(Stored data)
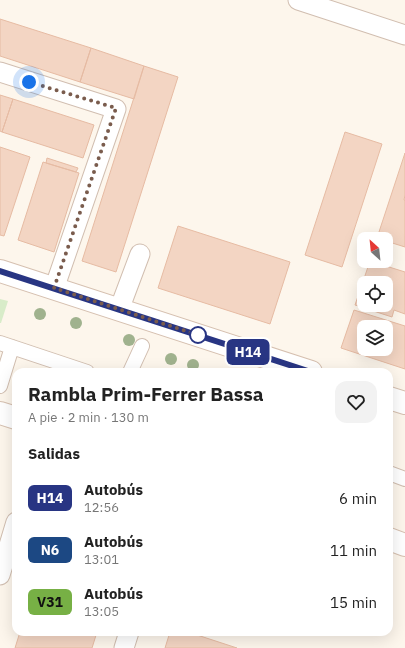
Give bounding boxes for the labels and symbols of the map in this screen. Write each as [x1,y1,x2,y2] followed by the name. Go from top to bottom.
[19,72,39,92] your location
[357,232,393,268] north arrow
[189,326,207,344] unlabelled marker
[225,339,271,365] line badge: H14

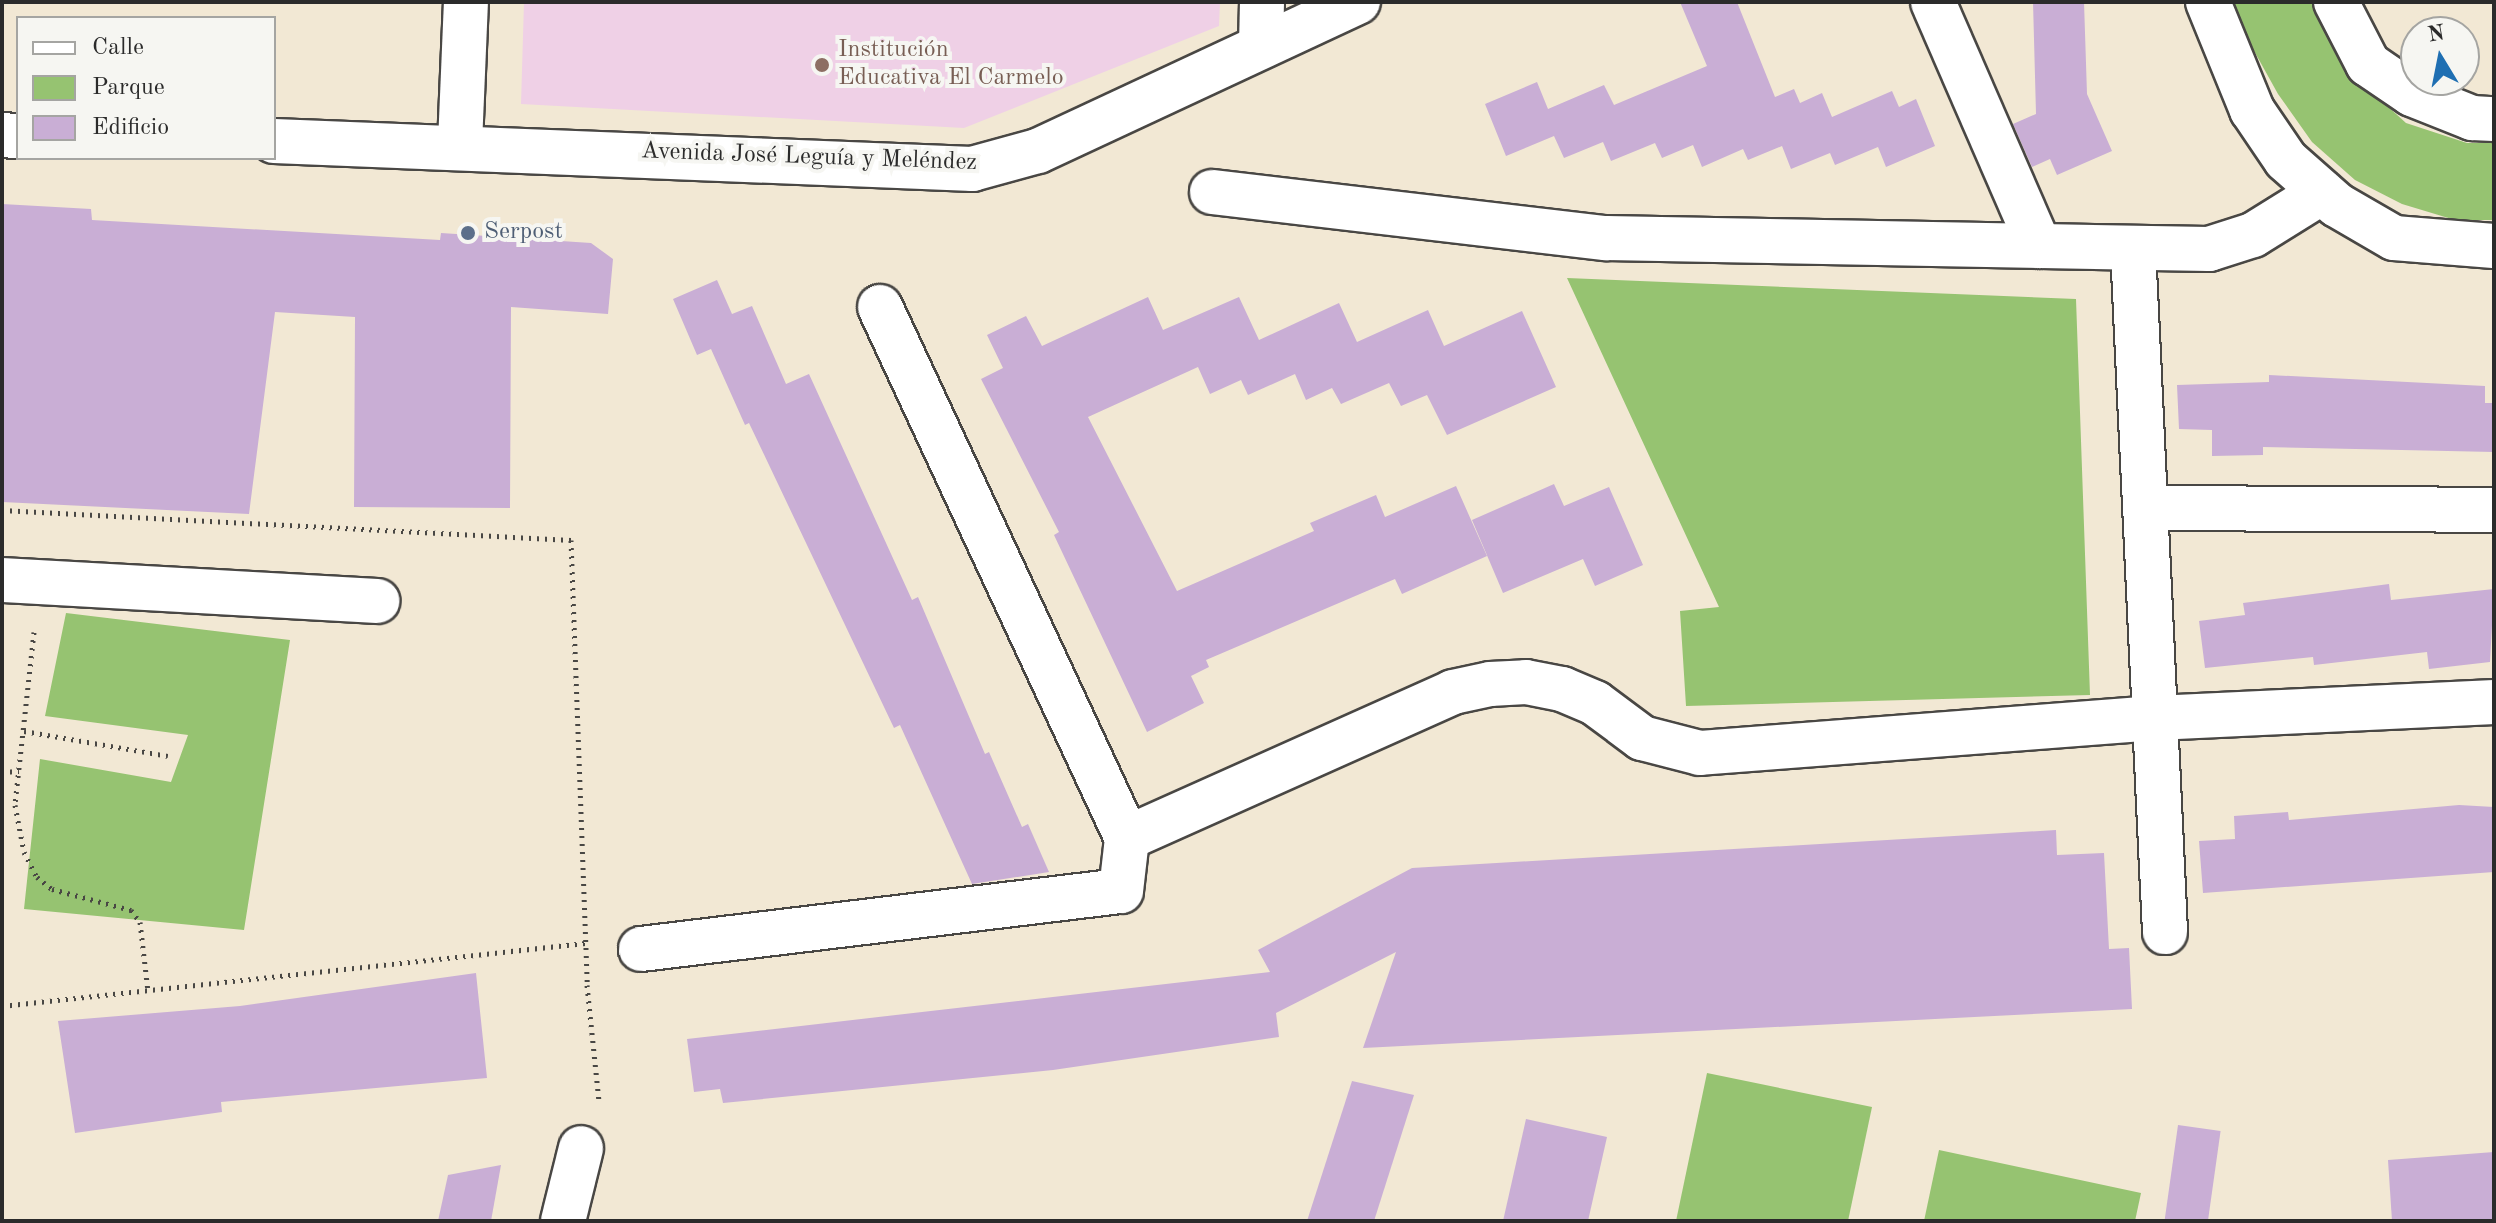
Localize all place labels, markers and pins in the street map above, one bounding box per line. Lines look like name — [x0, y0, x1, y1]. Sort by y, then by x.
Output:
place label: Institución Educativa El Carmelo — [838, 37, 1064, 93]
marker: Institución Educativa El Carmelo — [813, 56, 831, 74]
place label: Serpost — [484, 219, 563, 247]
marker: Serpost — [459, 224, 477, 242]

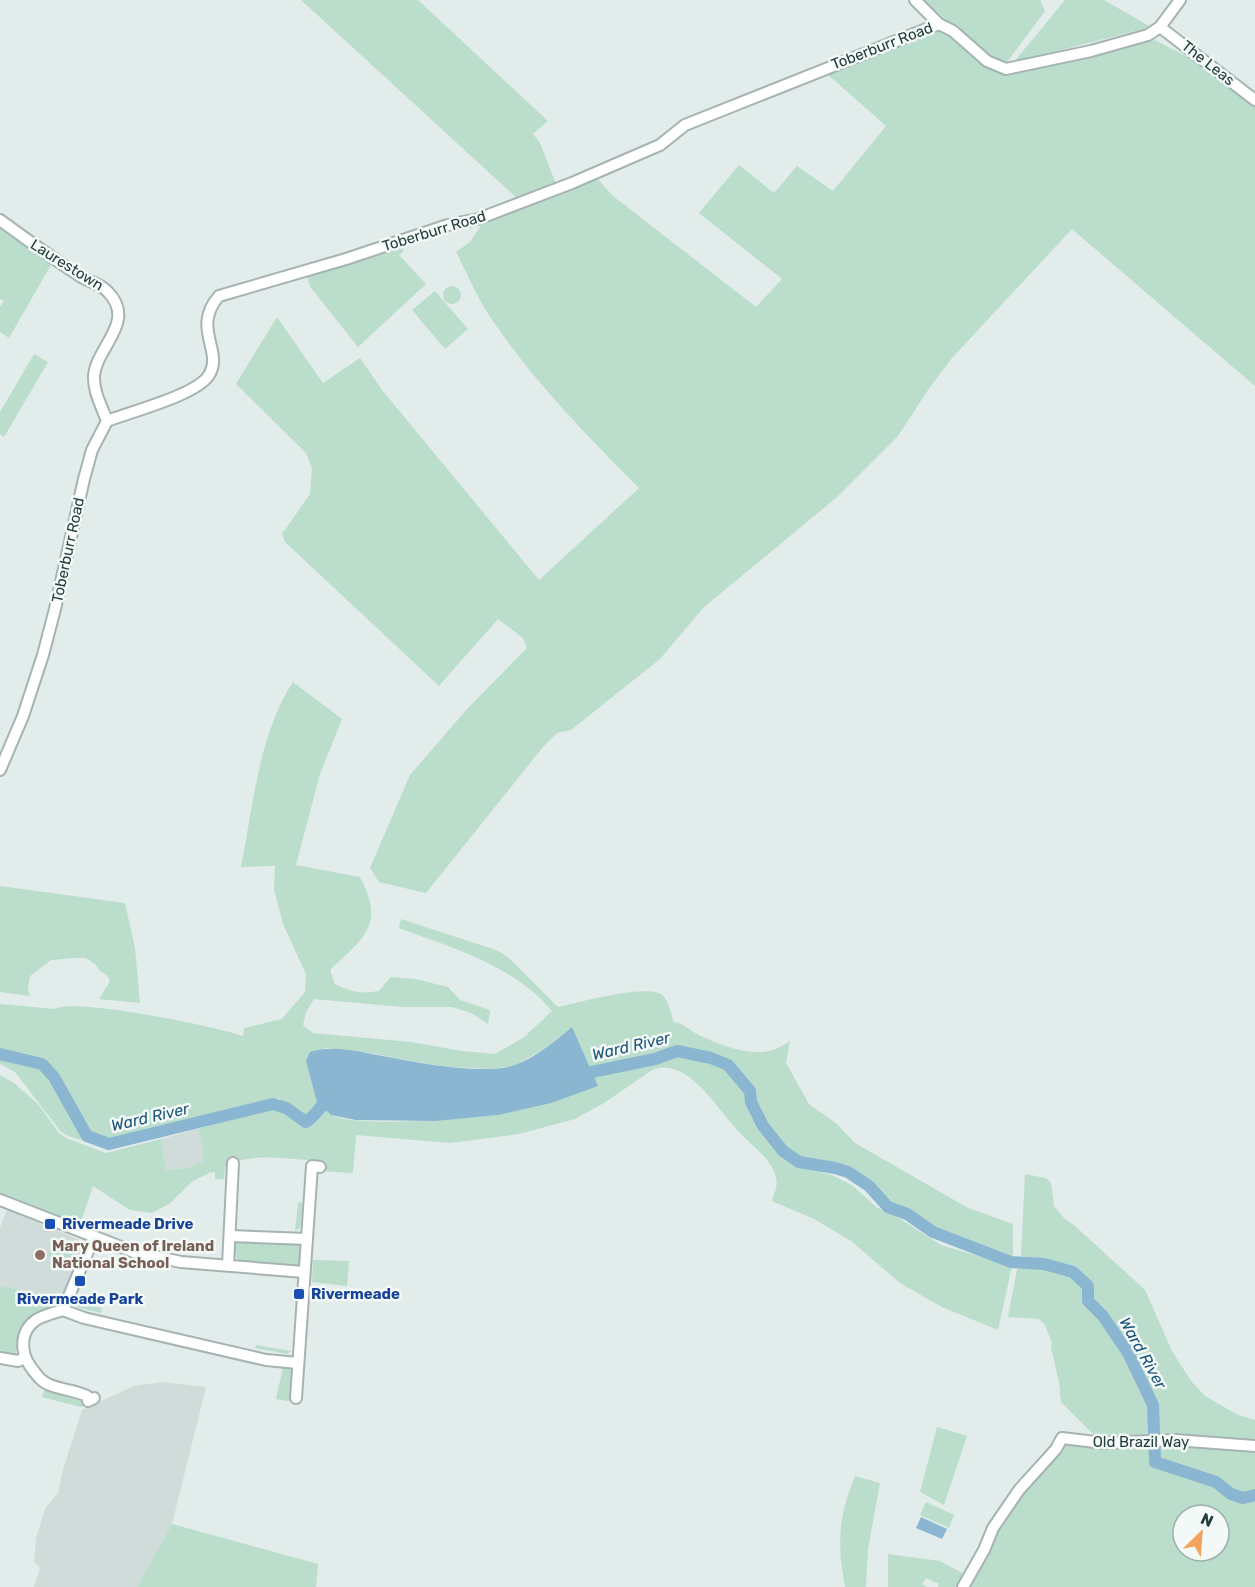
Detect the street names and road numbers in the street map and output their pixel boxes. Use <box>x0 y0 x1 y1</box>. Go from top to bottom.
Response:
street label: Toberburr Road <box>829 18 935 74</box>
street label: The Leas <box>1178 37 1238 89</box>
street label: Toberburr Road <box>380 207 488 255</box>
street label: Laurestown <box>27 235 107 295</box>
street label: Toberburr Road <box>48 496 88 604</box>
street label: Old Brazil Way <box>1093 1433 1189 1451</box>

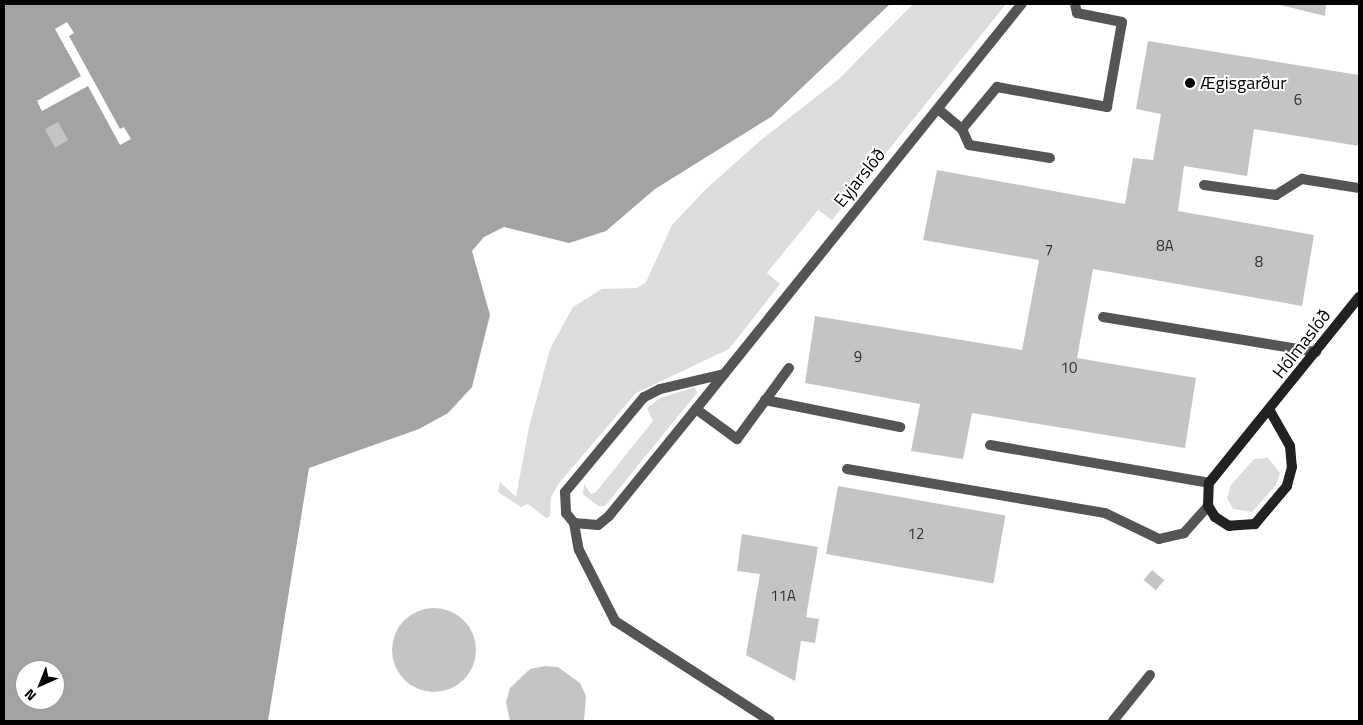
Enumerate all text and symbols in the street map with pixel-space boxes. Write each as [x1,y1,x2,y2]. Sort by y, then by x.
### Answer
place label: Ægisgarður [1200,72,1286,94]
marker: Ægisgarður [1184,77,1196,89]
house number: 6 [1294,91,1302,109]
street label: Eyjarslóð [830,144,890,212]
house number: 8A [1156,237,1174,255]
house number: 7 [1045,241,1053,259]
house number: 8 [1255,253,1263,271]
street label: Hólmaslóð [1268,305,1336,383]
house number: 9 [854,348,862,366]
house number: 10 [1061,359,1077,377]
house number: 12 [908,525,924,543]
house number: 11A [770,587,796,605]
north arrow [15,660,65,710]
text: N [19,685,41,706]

- [WORK TO BE COMPLETED]
What is needed is each line of the entries that contains the word "then".

- [WRITTEN ANSWER]
Localize all place labels, markers and pins in the street map above, one bounding box per line. Lines look like name — [x0, y0, x1, y1]. Sort by y, then by x.
Enumerate all text and symbols in the street map with pixel-space boxes. Write each as [x1,y1,x2,y2]. Sort by y, then by x.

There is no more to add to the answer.